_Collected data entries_
☆ ☆ ☆ ☆

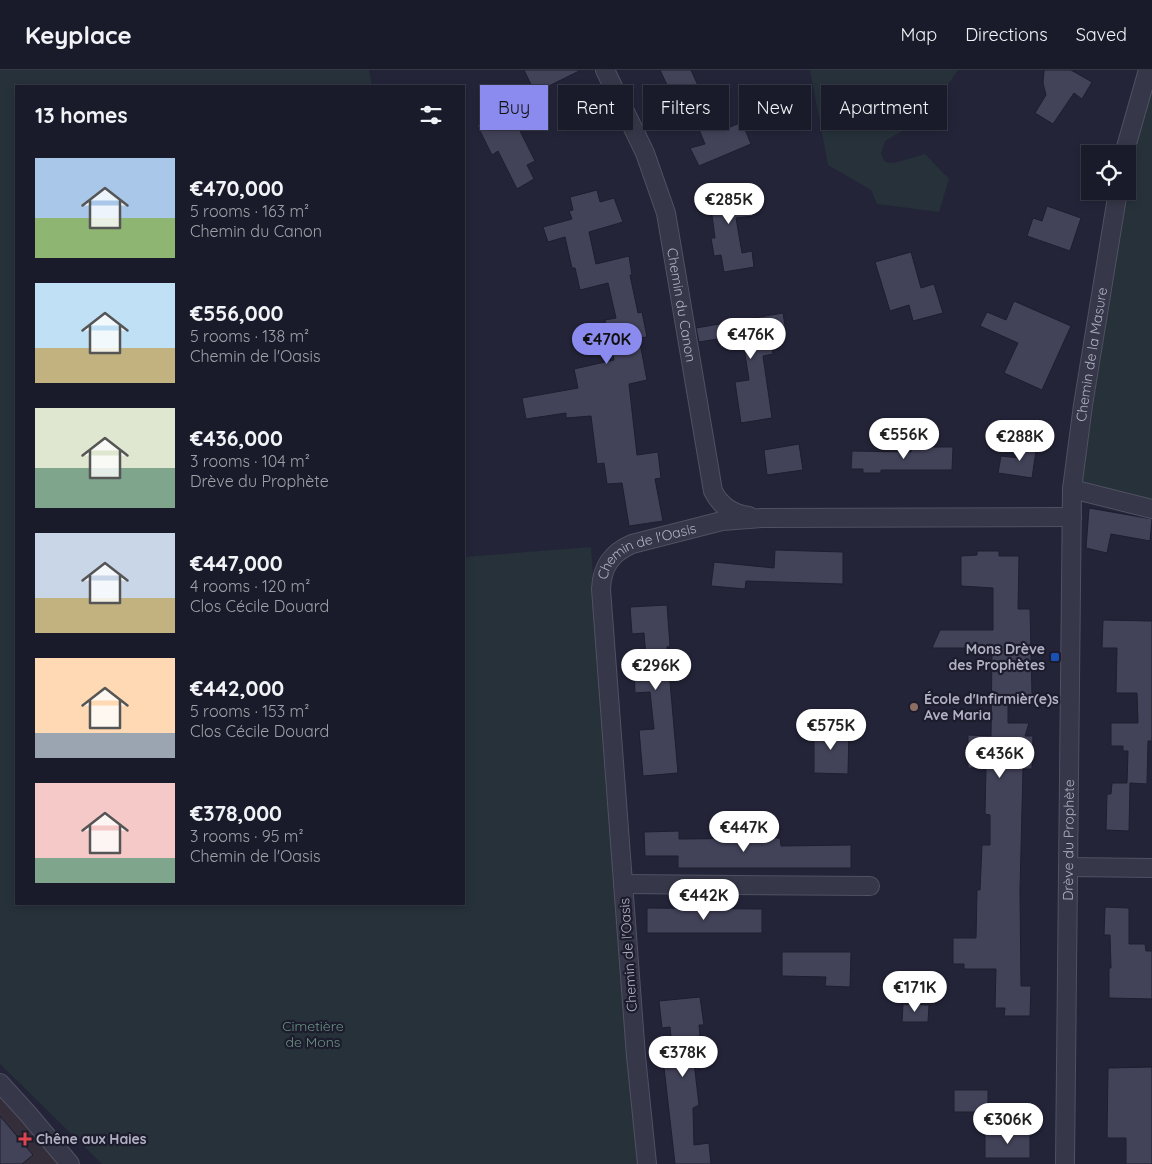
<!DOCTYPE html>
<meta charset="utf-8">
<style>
:root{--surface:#1a1b2a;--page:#232432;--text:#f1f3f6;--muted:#9fa1a8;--line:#383947;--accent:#8b8bef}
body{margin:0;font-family:Quicksand,sans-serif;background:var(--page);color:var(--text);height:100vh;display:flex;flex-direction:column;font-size:19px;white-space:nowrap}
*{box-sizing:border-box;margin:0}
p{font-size:16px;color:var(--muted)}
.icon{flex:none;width:28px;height:28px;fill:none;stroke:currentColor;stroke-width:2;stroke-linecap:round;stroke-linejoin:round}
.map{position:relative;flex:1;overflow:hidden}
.details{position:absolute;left:15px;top:15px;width:450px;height:820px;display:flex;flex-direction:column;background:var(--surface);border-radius:0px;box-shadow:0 2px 8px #0003,0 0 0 1px var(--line)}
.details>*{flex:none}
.hud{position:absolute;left:480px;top:15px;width:475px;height:45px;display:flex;gap:10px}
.tools{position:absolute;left:1081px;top:75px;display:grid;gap:10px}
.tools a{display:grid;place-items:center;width:55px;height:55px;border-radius:0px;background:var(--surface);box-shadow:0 2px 8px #0003,0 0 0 1px var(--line);font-size:25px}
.price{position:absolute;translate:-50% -42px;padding:0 11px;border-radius:18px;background:#fff;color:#222;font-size:16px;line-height:32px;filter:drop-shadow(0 1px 2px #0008)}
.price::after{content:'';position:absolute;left:50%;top:30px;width:15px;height:11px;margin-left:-8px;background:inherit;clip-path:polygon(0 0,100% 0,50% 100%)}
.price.current{background:var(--accent);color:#111}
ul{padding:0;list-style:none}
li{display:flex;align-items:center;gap:15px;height:125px;padding:0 20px}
li span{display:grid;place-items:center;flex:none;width:140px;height:100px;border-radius:0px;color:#555}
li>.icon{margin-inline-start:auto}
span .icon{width:60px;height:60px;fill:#fffc;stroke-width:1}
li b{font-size:21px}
h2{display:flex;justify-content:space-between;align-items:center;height:60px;padding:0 20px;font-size:21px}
.tag{padding:0 18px;border-radius:0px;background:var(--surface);box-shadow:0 2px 8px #0003,0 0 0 1px var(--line);font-size:18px;line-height:45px}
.tag.current{background:var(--accent);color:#111}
header{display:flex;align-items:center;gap:30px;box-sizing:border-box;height:70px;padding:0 25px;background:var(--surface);border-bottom:1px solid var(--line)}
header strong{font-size:24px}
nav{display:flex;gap:28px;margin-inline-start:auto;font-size:18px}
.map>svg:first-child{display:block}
</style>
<header>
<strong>Keyplace</strong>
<nav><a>Map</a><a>Directions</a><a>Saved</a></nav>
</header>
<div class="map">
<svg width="1152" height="1094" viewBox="0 0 1152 1094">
<rect width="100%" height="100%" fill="#232438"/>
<path fill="#342e3a" d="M0,1013L70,1094H0Z"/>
<path fill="#26313a" d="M0,0H369L372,16H16V834H464V487L591,477L621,898L647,1094H102L0,994Z
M810,0H958L925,48L885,71L881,84L885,92L894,93L925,84L949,109L939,142L877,134L871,120L828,95Z
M1152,0V439L1072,419L1118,121H1128V84Z"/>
<path fill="#424259" stroke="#1e1e2f" d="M524,0H581L535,23Z
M660,0H691L705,31L701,33L723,60L742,52L751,74L699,96L690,78L705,74L690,38L680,43Z
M1044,0H1071L1092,12L1082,29L1074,23L1053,54L1035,43L1046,25L1043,13Z
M509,39L535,91L527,95L534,109L517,119L498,81L492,85L477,55Z
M748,115L753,146L736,148L742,183L752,181L754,197L724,202L721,185L714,186L711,168H715L711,138L705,139L702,122Z
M597,120L600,132L614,128L623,152L589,162L596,194L629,186L632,205H630L638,243L642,242L647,267L639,268L647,310L629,314L637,385L658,382L661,408L655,409L663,451L629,456L622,413L607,414L604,393L597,394L591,346L566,348V343L526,349L522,328L578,318L574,299L614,290L605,250L616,248L608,213L580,220L575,198H572L565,167L548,172L543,157L572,149L569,141L573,140L570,127Z
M1047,136L1081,148L1070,181L1027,166L1033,148L1042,151Z
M911,182L921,218L934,214L943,243L913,251L909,235L890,241L875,192Z
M1014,231L1071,256L1042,320L1004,303L1018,273L980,256L987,242L1006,250Z
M783,243L786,262L770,264L773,284L763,286L772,348L741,353L735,312L749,310L742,265L699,272L696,258Z
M1022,372L1037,374L1032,408L998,403L1001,386L1019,388Z
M799,374L803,400L767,405L764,380Z
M911,377H953L952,400H881V403H863V399H851L852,381L911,382Z
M1089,438L1152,449L1150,471L1111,464L1107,483L1086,478Z
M775,480L843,482V514L746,511L745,519L711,516L714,492L774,498Z
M977,481H999V486H1019L1018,539H1030L1032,625L1008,626V653H1029L1025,666H1033L1032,699H1023L1020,820L1021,916H1031L1030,946H1004L1005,938H995L996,899H964V894H953V868H976L977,820H980L982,775H990V745L985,744L986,698H968V665L991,666L992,578H932L940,560H993V518L961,516V486L977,485Z
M667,535L670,576L667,577L678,703L643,706L639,660L654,659L650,622L635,623L634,601L647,600L644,563L632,564L630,537Z
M1103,550L1152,551V671H1148L1147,714L1130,713L1129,761L1106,760L1107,724H1111L1112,713H1127L1128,681H1123V676H1111V653H1138L1137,623H1116L1117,578H1102Z
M814,658H849L848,704L814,703Z
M679,761V769L780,768L781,776L851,775V798H678V786H645L644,762Z
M1105,837L1129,838V874H1145L1146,881H1152V929L1109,928V898H1111L1110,865H1104Z
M647,838L762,839V863H647Z
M782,882H851L850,917L825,916L826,907L782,906Z
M700,927L704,955H699L700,966L691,967L699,1035L693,1038L694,1075L709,1073L711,1094H675L663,989L673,987L670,957L662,958L659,931Z
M903,934L929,935L928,952H902Z
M1152,997V1094H1126V1068H1107L1108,998Z
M954,1020H988V1042H954Z
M0,1046L33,1085L22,1094H0Z
M985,1062H1030V1088H985Z"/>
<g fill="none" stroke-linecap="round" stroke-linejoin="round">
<defs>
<g id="minor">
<path id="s1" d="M605,0L645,83L666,143L713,421C720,435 732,444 749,446"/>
<path d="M1124,84L1148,0"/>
<path d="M1072,419L1152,439"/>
<path d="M1068,797L1152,798"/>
<path d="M623,814L870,816"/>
<path d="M0,1013L29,1045L70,1094"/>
<path id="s2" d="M647,1094L636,986L601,519C602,497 611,483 632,474L722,451L762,448L1072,447"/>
<path id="s3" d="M1065,1094L1072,419L1083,335L1118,121"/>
</g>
</defs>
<use href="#minor" stroke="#515163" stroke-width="20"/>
<use href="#minor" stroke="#363748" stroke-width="18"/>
</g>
<rect fill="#1a4fb4" stroke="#1c1c2d" stroke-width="2" x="1050" y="582" width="10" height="10" rx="2.5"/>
<circle fill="#8d6e63" stroke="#1c1c2d" stroke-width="2" cx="914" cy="637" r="5"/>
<path fill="#e0444e" stroke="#1c1c2d" stroke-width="2" d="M22.5 1061.5h5v5h5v5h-5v5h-5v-5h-5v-5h5z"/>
<g text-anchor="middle" stroke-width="4.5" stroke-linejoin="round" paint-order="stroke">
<g font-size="14" fill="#b1b1c4" stroke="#1c1c2d">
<text dy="5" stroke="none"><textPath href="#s1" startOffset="249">Chemin du Canon</textPath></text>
<text dy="5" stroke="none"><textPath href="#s3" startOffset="811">Chemin de la Masure</textPath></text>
<text dy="5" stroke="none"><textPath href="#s2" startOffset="644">Chemin de l'Oasis</textPath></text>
<text dy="5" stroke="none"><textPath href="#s3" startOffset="324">Drève du Prophète</textPath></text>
<text transform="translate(628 885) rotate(-94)" y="5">Chemin de l'Oasis</text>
</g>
<g font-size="14" font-weight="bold" fill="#b1b1c4" stroke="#1c1c2d" text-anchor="start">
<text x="1045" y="584" text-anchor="end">Mons Drève<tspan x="1045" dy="16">des Prophètes</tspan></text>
<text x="924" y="634">École d'Infirmièr(e)s<tspan x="924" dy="16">Ave Maria</tspan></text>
<text x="36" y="1074">Chêne aux Haies</text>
</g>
<g font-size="14" fill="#6a9383" stroke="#1c1c2d">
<text x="313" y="961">Cimetière<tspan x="313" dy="16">de Mons</tspan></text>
</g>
</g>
</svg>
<div class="tools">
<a><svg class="icon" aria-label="locate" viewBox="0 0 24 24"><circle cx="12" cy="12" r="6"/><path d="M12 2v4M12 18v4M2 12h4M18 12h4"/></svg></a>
</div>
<b class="price" style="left:729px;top:155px">€285K</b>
<b class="price" style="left:751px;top:290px">€476K</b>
<b class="price current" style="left:607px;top:295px">€470K</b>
<b class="price" style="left:904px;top:390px">€556K</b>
<b class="price" style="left:1020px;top:392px">€288K</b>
<b class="price" style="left:656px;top:621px">€296K</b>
<b class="price" style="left:831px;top:681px">€575K</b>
<b class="price" style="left:1000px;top:709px">€436K</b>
<b class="price" style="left:744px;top:783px">€447K</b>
<b class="price" style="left:704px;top:851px">€442K</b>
<b class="price" style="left:915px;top:943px">€171K</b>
<b class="price" style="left:683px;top:1008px">€378K</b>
<b class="price" style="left:1008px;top:1075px">€306K</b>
<div class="hud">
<a class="tag current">Buy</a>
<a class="tag">Rent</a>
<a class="tag">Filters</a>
<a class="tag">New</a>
<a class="tag">Apartment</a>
</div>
<section class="details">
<h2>13 homes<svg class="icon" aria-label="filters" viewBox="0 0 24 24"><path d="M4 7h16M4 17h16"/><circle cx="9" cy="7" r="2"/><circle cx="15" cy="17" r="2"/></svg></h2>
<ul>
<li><span style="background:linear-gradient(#a9c7e8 60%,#8fb573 0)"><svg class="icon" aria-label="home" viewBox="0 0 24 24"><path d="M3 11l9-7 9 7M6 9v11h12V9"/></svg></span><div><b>€470,000</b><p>5 rooms · 163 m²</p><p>Chemin du Canon</p></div></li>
<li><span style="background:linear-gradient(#bfe0f5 65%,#c2b280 0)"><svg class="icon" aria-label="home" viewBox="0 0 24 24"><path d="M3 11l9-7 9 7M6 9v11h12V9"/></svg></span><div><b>€556,000</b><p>5 rooms · 138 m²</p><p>Chemin de l'Oasis</p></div></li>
<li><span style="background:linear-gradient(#dfe7d0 60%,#7fa58c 0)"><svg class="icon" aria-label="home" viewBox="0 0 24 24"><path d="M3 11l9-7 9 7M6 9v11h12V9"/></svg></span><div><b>€436,000</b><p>3 rooms · 104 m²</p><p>Drève du Prophète</p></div></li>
<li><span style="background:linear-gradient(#c9d6e8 65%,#c2b280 0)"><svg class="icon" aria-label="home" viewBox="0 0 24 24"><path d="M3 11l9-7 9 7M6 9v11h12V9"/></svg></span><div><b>€447,000</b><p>4 rooms · 120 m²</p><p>Clos Cécile Douard</p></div></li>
<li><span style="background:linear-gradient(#ffd9b3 75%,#9aa5b1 0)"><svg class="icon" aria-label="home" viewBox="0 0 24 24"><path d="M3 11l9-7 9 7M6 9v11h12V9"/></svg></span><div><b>€442,000</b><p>5 rooms · 153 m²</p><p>Clos Cécile Douard</p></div></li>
<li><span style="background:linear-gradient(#f6c9c9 75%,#7fa58c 0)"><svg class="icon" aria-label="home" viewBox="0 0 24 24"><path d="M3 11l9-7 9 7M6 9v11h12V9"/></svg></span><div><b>€378,000</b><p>3 rooms · 95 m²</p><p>Chemin de l'Oasis</p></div></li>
</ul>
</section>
</div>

☆ ☆ ☆ ☆

_TO DO_
Search the lines above for the string "tools", then show every one that has it.

_WRITTEN RESPONSE_
.tools{position:absolute;left:1081px;top:75px;display:grid;gap:10px}
.tools a{display:grid;place-items:center;width:55px;height:55px;border-radius:0px;background:var(--surface);box-shadow:0 2px 8px #0003,0 0 0 1px var(--line);font-size:25px}
<div class="tools">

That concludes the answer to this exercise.